**Extracted entries**
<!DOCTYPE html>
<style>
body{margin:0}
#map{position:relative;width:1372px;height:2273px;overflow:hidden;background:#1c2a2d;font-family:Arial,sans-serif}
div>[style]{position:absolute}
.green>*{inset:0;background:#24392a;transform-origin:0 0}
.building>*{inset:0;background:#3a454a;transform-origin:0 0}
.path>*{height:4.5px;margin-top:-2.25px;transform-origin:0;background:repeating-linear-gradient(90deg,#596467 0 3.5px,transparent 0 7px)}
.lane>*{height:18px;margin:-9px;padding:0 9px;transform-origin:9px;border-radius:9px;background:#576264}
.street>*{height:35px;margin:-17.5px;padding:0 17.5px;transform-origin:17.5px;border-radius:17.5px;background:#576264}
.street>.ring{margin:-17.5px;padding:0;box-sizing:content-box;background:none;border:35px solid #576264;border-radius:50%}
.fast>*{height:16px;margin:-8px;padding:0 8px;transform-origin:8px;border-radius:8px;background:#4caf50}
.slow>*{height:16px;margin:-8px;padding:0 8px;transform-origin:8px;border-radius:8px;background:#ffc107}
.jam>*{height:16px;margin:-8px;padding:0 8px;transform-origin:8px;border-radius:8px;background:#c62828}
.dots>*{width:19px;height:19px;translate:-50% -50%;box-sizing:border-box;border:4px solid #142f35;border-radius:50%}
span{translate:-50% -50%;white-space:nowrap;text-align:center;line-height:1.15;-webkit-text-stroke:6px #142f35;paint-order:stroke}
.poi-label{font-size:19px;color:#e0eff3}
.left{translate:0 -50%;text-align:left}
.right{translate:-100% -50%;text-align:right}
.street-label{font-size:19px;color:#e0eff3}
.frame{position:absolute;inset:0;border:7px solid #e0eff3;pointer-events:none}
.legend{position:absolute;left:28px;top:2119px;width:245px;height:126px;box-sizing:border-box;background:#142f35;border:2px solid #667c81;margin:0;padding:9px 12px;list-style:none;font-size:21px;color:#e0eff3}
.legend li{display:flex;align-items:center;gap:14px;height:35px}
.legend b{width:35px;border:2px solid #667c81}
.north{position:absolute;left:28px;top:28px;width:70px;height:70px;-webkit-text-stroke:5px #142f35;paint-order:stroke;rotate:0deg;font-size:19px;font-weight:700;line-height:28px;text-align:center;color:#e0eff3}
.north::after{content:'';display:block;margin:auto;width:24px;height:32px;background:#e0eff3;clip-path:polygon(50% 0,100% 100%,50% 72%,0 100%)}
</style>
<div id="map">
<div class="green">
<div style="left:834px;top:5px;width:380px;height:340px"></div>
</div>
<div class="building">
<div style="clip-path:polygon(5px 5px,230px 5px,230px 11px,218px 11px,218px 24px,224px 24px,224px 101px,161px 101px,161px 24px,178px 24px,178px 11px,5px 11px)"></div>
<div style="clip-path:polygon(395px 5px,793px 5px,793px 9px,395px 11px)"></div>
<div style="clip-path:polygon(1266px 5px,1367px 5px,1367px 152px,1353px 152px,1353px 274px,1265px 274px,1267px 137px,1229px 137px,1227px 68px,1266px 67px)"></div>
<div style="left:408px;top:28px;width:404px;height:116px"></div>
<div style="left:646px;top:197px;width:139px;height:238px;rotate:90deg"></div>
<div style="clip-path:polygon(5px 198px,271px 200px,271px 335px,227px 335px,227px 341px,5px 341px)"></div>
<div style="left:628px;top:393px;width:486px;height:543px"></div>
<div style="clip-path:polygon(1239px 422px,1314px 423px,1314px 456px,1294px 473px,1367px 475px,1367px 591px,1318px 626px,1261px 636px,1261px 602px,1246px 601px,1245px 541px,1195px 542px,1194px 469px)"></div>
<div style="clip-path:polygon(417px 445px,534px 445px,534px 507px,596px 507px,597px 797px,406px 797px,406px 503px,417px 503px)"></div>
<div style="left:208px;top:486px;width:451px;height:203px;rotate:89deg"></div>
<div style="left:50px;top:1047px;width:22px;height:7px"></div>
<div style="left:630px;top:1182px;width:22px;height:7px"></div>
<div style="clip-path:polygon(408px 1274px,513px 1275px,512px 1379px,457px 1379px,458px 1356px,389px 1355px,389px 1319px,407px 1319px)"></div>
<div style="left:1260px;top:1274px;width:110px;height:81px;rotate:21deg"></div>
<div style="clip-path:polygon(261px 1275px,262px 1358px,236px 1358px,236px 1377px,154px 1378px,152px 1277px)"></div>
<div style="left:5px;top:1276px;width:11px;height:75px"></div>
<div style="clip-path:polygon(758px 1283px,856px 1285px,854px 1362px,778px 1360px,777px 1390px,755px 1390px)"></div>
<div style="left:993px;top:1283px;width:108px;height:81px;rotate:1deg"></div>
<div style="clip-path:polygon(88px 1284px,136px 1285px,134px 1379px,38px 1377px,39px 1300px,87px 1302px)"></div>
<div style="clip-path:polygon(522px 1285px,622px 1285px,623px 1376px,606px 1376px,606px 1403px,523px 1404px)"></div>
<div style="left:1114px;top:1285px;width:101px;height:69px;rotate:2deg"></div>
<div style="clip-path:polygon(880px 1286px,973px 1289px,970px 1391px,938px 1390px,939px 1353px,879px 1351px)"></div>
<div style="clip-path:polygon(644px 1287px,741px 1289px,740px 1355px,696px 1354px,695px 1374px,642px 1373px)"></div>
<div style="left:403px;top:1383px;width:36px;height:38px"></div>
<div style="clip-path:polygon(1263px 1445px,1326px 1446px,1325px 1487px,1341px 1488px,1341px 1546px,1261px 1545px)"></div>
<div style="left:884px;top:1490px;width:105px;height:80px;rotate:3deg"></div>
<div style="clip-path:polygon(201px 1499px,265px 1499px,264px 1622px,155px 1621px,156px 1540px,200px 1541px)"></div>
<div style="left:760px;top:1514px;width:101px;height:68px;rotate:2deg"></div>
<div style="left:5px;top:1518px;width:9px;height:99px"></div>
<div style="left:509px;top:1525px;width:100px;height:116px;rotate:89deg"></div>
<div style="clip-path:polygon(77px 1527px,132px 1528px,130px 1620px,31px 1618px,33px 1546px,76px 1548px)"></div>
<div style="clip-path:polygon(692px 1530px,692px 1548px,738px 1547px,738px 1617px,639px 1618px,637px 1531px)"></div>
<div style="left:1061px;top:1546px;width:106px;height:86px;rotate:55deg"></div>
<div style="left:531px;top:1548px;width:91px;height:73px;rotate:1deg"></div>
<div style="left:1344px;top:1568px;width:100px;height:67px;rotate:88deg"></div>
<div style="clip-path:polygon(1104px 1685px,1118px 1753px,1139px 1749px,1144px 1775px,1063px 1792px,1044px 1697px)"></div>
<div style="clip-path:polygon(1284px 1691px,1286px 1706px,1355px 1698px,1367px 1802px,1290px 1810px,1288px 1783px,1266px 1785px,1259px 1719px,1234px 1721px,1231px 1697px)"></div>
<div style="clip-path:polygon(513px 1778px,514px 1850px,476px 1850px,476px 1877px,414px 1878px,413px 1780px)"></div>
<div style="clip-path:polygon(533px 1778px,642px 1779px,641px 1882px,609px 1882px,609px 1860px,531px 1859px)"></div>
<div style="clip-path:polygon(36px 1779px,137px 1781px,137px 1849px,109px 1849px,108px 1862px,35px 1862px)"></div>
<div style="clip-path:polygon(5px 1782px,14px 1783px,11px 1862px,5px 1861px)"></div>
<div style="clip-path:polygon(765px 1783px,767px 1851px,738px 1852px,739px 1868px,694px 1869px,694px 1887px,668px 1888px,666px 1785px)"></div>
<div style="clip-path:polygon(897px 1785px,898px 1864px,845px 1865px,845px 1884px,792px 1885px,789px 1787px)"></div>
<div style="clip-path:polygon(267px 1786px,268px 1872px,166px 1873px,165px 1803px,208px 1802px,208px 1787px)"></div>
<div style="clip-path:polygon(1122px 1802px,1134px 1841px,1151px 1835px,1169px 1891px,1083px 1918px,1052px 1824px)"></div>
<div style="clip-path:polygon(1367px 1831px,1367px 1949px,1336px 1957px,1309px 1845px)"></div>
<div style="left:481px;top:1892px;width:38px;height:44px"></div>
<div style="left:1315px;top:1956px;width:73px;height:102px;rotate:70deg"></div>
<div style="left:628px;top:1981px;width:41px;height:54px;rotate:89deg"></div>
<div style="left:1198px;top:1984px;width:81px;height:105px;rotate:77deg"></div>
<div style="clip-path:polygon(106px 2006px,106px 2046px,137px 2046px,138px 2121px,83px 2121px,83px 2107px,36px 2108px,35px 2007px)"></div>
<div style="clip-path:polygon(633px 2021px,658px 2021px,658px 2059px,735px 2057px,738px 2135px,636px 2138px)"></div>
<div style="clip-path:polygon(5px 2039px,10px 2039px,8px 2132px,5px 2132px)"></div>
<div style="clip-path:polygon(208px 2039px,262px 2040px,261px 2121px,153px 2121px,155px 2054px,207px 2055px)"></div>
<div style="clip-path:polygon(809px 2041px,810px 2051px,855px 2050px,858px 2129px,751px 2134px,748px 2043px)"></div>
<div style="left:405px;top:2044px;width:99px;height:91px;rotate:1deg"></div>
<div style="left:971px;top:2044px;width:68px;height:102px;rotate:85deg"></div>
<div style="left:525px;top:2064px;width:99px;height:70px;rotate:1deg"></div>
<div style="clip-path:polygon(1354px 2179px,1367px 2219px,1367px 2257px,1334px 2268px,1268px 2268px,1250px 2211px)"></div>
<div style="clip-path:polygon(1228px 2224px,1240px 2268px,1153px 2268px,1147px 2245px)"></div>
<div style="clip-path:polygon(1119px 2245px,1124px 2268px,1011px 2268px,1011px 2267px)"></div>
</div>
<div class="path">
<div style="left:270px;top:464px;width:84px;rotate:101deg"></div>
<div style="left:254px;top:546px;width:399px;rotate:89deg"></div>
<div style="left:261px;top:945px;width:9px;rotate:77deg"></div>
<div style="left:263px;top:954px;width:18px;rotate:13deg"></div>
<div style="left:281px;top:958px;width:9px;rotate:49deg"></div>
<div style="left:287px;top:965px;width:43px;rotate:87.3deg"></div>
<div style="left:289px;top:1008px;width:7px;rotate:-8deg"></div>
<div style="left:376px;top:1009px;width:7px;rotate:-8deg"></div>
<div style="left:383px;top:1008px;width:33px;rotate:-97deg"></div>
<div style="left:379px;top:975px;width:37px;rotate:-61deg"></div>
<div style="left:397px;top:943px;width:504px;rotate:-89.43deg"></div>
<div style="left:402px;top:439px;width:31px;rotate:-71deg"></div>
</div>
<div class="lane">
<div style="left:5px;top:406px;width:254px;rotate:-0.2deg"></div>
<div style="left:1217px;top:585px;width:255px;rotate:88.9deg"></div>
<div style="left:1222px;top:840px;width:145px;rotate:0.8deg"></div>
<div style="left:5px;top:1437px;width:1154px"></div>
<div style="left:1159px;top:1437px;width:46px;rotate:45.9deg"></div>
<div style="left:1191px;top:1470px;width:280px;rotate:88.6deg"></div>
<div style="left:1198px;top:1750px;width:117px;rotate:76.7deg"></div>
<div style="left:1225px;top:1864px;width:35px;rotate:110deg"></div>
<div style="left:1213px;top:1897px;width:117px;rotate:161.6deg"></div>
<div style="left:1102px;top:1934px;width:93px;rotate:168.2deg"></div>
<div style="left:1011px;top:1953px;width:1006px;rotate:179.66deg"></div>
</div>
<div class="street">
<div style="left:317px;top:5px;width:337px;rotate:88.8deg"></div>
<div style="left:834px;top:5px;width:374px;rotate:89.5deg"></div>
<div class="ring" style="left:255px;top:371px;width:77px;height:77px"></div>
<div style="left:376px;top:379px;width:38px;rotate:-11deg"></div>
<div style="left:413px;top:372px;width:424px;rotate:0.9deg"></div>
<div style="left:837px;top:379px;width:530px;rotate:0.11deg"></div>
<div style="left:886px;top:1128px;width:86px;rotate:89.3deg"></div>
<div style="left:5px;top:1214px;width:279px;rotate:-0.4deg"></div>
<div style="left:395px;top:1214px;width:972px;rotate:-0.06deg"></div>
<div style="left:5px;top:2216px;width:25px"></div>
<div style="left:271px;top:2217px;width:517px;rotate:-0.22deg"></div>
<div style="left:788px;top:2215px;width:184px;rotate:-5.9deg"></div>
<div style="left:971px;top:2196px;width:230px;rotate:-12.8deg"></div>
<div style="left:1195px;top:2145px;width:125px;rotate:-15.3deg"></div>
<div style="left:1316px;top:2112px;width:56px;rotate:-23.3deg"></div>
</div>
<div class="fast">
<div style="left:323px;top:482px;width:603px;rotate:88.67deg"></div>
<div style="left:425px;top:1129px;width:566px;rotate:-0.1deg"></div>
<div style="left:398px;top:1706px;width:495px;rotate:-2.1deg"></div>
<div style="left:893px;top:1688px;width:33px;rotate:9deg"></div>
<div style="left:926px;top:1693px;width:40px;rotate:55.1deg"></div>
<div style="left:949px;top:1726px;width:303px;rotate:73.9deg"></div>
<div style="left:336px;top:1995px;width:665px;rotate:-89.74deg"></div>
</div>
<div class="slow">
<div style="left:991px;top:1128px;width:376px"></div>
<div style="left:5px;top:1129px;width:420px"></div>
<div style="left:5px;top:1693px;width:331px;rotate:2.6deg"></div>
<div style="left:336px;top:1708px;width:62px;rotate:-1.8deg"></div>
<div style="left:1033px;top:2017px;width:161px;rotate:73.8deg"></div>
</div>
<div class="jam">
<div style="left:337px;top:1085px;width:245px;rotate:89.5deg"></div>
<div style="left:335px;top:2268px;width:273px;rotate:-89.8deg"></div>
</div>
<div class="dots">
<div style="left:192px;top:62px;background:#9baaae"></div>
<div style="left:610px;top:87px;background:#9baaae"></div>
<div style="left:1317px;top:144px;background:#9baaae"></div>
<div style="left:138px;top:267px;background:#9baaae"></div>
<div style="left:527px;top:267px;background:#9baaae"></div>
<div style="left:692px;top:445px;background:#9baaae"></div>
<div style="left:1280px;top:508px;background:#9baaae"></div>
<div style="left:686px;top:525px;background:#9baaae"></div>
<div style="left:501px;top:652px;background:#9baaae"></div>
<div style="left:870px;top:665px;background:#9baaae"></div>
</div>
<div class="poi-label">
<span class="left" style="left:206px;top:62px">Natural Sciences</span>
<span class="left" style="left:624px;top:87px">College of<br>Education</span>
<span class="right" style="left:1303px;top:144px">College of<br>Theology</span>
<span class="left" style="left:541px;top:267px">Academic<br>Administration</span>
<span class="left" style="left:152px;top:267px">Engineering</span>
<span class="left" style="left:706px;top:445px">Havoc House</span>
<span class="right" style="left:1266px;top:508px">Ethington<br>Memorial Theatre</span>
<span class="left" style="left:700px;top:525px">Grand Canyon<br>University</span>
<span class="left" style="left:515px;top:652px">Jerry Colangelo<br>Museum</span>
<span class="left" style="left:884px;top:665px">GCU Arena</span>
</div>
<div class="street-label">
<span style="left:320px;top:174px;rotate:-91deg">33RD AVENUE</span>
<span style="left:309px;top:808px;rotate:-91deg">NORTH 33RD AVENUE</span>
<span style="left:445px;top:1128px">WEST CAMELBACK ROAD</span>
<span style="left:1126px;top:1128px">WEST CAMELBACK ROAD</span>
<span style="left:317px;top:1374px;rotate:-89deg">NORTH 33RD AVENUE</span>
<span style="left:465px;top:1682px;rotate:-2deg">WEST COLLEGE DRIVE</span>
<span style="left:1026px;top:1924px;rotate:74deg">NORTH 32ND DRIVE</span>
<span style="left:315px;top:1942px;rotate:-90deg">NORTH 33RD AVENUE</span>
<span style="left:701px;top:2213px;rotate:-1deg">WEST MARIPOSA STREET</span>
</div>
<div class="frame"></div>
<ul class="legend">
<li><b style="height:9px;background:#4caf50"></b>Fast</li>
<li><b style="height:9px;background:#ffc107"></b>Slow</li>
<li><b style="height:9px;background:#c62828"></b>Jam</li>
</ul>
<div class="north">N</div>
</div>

**Description of the task**
The first line of the entries above and every line after it, up to and including the line with "0 3.5px,transparent 0", should be set down exactly.

**Worked solution**
<!DOCTYPE html>
<style>
body{margin:0}
#map{position:relative;width:1372px;height:2273px;overflow:hidden;background:#1c2a2d;font-family:Arial,sans-serif}
div>[style]{position:absolute}
.green>*{inset:0;background:#24392a;transform-origin:0 0}
.building>*{inset:0;background:#3a454a;transform-origin:0 0}
.path>*{height:4.5px;margin-top:-2.25px;transform-origin:0;background:repeating-linear-gradient(90deg,#596467 0 3.5px,transparent 0 7px)}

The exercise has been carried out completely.